Brought to you by NumFOCUS Foundation and O’Reilly Media Inc.
The official Jupyter Conference
August 22-23, 2017: Training
August 23-25, 2017: Tutorials & Conference
New York, NY

Deploying JupyterHub for students and researchers

Min Ragan-Kelley (Simula Research Laboratory), Carol Willing (Cal Poly San Luis Obispo), Yuvi Panda (Data Science Education Program (UC Berkeley)), Ryan Lovett (Department of Statistics, UC Berkeley)
9:00am–12:30pm Wednesday, August 23, 2017
JupyterHub deployments
Location: Concourse E Level: Intermediate
Average rating: **...
(2.00, 1 rating)

Who is this presentation for?

  • Instructors, system administrators, and IT support staff

Prerequisite knowledge

  • Experience deploying software on servers, including familiarity with issuing small commands in the terminal to deploy your servers

Materials or downloads needed in advance

  • A laptop with access to a Linux server or virtual machine
  • A Google account

What you'll learn

  • Explore JupyterHub’s architecture
  • Learn how to assemble a deployment exactly the way you want using Kubernetes

Description

JupyterHub, a multiuser server for Jupyter notebooks, enables you to offer a notebook server to everyone in a group—which is particularly useful when teaching a course, as students no longer need to install software on their laptops. Min Ragan-Kelley, Carol Willing, Yuvi Panda, and Ryan Lovett get you started deploying and customizing JupyterHub for your needs.

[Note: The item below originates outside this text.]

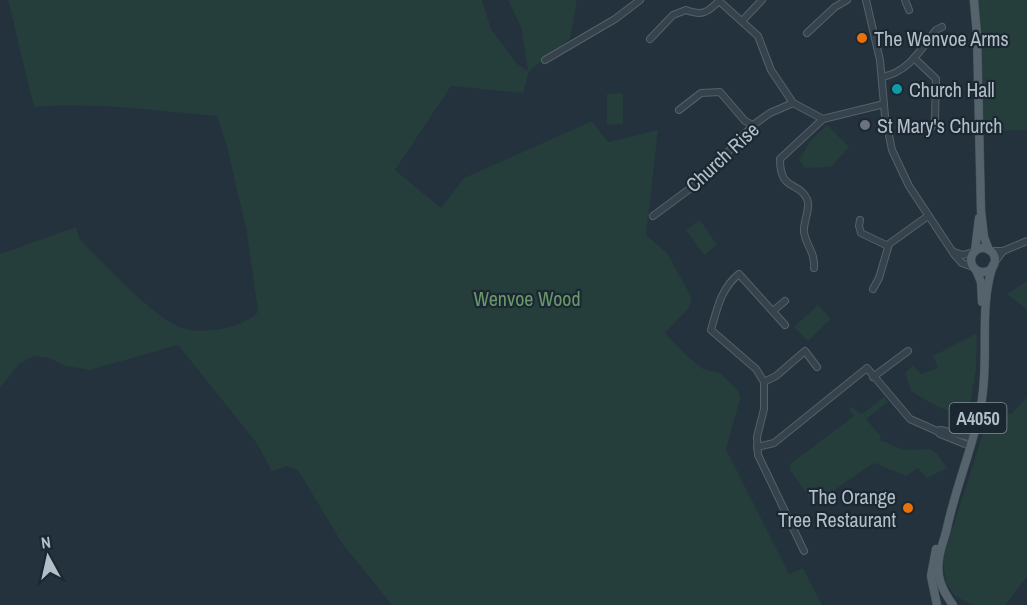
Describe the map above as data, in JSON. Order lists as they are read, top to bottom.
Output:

Min, Carol, Yuvi, and Ryan explore JupyterHub’s architecture and how to assemble a deployment exactly the way you want it. They then walk you through a complete deployment of JupyterHub with Kubernetes following best practices learned from the campus-wide deployment at UC Berkeley, including integration with campus authentication (via Google OAuth), status monitoring and data collection with statsd, and automating as much of the deployment and maintenance process as possible. Along the way, Min, Carol, Yuvi, and Ryan demonstrate how development, testing, and production systems can be easily managed to increase reliability and scaling of the deployment and how to customize your components (authenticators, spawners) and provide examples of services that can be managed by or interact with the hub and its users. You’ll then create a simple, functioning JupyterHub deployment of your own.

Topics include:

  • Authenticators that allow JupyterHub to integrate with any existing authentication system, such as GitHub or Google OAuth, PAM, and LDAP
  • Spawners, which are used to run notebook servers on any system for spawning processes, such as Docker, Kubernetes, or local processes
  • Proxies
  • Services

Outline

JupyterHub overview

  • Getting started with JupyterHub
  • Composing a deployment
    • What parts can I choose from? (Authenticator, spawner, proxy, single-user server image (if applicable))
    • How can I put them together?
  • Composing the simplest possible working deployment
  • Swapping out various parts from the simplest deployment
    • Using and configuring a different authenticator
    • Using and configuring a different spawner

Putting together a deployment of JupyterHub with Kubernetes

  • Background: Getting started with Kubernetes
  • Basic concepts
    • A mental model for working with Kubernetes
    • Pods, deployments, and services
    • Persistent volumes and cloud providers
    • Where to learn more (lecture series, books, wonderful tutorials, etc.)
  • Safely deploying JupyterHub by using standard release engineering practices
    • Deploying and upgrading a JupyterHub with helm
  • Building your own user images
  • How to debug your deployment when things inevitably go wrong

Appendix: More customization

  • Subclassing in jupyterhub_config.py for fun and profit
  • Writing your own authenticator
  • Writing your own spawner
Photo of Min Ragan-Kelley

Min Ragan-Kelley

Simula Research Laboratory

Min Ragan-Kelley is a postdoctoral fellow at Simula Research Lab in Oslo, Norway, where he focuses on developing JupyterHub, Binder, and related technologies and supporting deployments of Jupyter in science and education around the world. Min has been contributing to IPython and Jupyter since 2006 (full-time since 2013).

Photo of Carol Willing

Carol Willing

Cal Poly San Luis Obispo

Carol Willing is a research software engineer at Cal Poly San Luis Obispo working full-time on Project Jupyter, a Python Software Foundation fellow and former director, a Jupyter Steering Council member, a geek in residence at FabLab San Diego, where she teaches wearable electronics and software development, and an independent developer of open hardware and software. She co-organizes PyLadies San Diego and San Diego Python, contributes to open source community projects, including OpenHatch, CPython, Jupyter, and AnitaB.org’s open source projects, and is an active member of the MIT Enterprise Forum in San Diego. She enjoys sharing her passion for electronics, software, problem solving, and the arts. Previously, Carol worked in software engineering management, product and project management, sales, and the nonprofit sector. She holds an MS in management with an emphasis on applied economics and high-tech marketing from MIT and a BSE in electrical engineering from Duke University.

Photo of Yuvi Panda

Yuvi Panda

Data Science Education Program (UC Berkeley)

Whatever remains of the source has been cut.